(Excerpts from a dataset)
----

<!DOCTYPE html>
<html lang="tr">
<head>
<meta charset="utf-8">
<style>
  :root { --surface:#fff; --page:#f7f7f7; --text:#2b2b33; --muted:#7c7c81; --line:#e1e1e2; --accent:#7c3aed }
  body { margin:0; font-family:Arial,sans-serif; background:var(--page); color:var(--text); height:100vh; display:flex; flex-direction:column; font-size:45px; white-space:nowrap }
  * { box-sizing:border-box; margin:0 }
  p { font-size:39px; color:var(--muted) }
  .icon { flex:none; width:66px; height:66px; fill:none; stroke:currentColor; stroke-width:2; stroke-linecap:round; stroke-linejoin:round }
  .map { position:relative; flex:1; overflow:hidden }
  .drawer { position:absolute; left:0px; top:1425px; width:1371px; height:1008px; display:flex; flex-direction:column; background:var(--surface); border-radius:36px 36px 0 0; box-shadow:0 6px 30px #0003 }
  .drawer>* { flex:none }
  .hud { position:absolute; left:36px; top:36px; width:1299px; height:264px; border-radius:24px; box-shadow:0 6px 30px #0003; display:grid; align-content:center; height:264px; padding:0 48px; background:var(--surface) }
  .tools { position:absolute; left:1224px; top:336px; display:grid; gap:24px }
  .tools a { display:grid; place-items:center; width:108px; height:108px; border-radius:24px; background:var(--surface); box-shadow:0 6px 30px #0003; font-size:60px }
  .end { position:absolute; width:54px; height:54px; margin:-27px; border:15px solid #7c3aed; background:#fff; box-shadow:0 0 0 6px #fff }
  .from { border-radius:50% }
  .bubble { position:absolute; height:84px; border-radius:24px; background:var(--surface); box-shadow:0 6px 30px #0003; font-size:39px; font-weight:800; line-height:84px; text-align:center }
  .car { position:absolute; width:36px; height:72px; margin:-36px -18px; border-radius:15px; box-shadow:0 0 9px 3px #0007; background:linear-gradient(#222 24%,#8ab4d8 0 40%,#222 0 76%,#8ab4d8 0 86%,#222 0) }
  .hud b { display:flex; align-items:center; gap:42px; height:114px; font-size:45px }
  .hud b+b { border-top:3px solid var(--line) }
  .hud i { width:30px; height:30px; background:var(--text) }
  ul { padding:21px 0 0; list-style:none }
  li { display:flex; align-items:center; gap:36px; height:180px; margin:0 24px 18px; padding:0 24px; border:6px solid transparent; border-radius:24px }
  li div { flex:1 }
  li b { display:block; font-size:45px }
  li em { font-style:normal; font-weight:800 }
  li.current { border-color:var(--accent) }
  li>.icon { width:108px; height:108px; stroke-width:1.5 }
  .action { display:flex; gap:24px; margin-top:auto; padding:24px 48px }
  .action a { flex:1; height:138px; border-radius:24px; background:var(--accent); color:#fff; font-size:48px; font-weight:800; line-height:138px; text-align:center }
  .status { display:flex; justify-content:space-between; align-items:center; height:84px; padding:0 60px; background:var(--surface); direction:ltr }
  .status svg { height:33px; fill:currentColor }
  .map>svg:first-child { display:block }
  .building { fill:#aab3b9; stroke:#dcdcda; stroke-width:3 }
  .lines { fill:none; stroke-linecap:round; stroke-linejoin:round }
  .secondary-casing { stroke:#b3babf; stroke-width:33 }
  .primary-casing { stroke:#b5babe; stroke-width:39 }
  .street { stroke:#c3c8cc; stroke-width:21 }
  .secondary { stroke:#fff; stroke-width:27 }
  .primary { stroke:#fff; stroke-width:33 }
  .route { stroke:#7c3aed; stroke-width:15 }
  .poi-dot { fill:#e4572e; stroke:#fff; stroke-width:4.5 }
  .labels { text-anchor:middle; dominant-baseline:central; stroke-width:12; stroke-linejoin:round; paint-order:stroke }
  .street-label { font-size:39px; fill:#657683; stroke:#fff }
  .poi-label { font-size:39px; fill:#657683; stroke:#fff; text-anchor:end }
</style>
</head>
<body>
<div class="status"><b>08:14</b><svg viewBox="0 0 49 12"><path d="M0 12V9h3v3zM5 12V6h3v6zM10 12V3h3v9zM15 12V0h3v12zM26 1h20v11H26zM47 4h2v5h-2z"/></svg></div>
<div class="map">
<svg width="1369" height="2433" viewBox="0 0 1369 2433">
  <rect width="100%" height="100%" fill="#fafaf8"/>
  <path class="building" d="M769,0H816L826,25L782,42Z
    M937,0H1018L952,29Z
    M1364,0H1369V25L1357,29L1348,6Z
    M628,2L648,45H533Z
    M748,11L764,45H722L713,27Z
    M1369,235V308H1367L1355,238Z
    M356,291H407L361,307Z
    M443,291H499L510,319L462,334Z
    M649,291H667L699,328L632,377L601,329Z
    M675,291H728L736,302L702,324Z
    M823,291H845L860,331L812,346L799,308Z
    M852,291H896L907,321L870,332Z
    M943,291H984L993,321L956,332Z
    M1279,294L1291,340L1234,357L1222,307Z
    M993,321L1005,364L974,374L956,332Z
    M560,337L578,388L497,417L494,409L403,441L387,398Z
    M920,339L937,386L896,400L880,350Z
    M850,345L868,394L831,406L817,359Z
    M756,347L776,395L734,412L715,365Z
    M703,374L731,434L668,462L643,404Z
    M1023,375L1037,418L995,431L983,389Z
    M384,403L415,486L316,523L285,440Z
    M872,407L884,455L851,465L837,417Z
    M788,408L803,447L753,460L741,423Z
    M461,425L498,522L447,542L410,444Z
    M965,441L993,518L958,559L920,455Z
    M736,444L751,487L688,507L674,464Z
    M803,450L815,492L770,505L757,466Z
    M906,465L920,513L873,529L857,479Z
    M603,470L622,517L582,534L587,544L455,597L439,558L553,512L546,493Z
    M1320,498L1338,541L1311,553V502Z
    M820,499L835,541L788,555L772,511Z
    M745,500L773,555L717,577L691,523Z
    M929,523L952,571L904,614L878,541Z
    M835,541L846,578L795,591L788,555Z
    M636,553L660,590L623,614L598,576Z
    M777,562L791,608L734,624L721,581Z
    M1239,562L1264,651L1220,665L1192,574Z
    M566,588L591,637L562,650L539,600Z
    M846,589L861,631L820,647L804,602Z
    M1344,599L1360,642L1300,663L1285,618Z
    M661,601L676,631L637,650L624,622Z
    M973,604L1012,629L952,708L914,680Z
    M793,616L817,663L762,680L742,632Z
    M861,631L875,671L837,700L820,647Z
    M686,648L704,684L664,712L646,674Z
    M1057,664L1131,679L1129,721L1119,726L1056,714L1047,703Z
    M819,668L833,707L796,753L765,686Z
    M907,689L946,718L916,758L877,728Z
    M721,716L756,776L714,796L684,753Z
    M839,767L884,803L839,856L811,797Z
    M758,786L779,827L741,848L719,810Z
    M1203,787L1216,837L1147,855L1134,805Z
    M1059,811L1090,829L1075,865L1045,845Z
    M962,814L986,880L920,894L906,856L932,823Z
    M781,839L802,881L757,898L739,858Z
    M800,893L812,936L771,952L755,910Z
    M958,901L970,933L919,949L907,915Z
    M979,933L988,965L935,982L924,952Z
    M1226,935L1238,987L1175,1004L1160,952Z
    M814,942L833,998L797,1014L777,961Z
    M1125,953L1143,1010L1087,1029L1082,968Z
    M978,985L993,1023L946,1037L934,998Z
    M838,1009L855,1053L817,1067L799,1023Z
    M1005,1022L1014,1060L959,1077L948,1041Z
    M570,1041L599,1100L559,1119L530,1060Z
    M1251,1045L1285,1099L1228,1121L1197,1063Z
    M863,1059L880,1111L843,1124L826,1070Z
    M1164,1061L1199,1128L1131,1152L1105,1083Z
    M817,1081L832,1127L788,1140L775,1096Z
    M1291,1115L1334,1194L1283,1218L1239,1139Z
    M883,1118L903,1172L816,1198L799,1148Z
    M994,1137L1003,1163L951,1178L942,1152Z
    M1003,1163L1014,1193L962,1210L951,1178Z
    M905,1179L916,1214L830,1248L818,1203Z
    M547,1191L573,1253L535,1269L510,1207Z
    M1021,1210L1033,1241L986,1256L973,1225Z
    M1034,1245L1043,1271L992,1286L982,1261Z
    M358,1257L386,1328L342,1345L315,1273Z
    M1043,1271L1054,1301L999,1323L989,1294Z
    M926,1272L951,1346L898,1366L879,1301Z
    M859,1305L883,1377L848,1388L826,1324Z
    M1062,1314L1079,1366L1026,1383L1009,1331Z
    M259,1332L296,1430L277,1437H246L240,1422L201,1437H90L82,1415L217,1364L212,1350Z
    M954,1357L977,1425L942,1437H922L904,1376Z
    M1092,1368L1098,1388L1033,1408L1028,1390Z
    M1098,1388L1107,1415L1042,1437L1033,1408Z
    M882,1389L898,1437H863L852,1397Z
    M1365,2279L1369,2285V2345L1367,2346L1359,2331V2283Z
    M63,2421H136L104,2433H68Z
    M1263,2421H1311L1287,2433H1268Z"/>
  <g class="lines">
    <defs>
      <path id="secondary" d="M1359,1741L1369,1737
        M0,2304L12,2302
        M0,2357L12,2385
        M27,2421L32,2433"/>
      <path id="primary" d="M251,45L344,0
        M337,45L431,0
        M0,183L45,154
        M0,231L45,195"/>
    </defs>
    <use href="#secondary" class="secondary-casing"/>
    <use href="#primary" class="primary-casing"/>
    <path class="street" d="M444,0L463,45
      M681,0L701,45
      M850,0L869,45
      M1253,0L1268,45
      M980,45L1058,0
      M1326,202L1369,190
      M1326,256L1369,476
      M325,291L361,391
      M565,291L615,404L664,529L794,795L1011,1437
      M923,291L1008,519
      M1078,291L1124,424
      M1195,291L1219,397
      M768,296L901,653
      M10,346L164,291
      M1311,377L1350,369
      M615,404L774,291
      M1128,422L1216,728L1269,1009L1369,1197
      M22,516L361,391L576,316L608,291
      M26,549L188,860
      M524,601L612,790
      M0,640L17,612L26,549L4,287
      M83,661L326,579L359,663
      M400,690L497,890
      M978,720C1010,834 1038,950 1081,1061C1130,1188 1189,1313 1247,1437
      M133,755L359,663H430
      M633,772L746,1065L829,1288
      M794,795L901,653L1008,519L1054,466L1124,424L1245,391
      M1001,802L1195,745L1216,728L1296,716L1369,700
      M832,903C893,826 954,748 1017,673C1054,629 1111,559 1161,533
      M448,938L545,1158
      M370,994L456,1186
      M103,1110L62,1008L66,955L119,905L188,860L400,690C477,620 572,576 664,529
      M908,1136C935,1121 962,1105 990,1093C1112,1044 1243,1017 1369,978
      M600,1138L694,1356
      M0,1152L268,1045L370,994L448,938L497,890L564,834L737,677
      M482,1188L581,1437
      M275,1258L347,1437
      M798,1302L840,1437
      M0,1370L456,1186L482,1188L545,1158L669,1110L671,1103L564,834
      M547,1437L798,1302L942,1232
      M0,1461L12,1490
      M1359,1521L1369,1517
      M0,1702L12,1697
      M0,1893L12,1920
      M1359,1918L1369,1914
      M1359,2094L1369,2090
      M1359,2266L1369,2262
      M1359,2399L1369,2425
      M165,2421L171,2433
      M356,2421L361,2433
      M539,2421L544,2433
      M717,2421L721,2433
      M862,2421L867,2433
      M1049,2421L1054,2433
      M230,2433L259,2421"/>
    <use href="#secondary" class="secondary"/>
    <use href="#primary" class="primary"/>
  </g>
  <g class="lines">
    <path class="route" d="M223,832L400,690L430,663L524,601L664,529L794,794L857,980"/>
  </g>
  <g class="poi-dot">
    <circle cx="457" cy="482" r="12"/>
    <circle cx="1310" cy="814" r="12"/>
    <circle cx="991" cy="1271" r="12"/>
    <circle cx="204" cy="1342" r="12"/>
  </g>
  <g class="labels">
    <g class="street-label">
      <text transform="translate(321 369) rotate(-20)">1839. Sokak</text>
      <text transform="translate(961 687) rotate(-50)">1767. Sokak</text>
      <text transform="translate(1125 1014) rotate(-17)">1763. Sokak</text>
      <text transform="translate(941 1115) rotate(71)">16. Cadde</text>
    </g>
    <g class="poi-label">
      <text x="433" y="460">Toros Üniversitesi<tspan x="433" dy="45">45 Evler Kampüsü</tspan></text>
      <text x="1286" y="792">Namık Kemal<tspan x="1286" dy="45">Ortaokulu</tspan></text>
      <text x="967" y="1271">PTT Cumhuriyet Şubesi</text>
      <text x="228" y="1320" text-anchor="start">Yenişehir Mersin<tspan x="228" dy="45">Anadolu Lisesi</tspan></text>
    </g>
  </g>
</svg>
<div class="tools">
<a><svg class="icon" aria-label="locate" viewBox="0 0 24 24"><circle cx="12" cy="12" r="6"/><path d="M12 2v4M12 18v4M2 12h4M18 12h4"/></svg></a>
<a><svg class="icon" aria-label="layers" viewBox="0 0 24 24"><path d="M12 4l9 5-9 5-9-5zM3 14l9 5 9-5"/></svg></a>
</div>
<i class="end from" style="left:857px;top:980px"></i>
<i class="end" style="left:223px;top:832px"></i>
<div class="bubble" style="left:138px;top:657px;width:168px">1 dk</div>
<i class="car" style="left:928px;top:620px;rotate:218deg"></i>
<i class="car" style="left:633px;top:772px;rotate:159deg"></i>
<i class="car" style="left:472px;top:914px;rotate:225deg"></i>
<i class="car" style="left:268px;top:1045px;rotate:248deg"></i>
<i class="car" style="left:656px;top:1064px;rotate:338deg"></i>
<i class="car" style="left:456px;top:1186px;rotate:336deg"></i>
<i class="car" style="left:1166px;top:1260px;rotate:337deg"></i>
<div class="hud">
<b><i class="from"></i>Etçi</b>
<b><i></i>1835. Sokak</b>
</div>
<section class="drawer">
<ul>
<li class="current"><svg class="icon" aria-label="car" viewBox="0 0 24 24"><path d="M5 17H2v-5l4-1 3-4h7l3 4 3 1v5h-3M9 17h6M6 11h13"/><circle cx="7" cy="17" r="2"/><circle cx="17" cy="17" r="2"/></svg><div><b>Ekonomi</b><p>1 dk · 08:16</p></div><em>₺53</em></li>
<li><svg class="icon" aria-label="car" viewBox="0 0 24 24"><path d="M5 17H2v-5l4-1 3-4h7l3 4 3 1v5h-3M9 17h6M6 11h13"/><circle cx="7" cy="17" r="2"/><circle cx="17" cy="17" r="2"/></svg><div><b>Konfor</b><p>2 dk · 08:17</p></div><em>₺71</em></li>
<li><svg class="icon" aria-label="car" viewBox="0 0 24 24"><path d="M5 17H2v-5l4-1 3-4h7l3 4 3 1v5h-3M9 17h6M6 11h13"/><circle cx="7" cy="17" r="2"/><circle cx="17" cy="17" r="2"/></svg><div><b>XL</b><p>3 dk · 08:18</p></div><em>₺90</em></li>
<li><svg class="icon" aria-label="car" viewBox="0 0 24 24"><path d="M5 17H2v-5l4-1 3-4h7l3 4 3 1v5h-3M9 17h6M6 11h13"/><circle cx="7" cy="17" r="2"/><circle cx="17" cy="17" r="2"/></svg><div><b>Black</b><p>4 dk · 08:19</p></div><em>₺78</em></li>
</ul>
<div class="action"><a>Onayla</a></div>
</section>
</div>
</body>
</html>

----

Within the lines above, find those holding the word "absolute" and copy them.

Exercise result
  .drawer { position:absolute; left:0px; top:1425px; width:1371px; height:1008px; display:flex; flex-direction:column; background:var(--surface); border-radius:36px 36px 0 0; box-shadow:0 6px 30px #0003 }
  .hud { position:absolute; left:36px; top:36px; width:1299px; height:264px; border-radius:24px; box-shadow:0 6px 30px #0003; display:grid; align-content:center; height:264px; padding:0 48px; background:var(--surface) }
  .tools { position:absolute; left:1224px; top:336px; display:grid; gap:24px }
  .end { position:absolute; width:54px; height:54px; margin:-27px; border:15px solid #7c3aed; background:#fff; box-shadow:0 0 0 6px #fff }
  .bubble { position:absolute; height:84px; border-radius:24px; background:var(--surface); box-shadow:0 6px 30px #0003; font-size:39px; font-weight:800; line-height:84px; text-align:center }
  .car { position:absolute; width:36px; height:72px; margin:-36px -18px; border-radius:15px; box-shadow:0 0 9px 3px #0007; background:linear-gradient(#222 24%,#8ab4d8 0 40%,#222 0 76%,#8ab4d8 0 86%,#222 0) }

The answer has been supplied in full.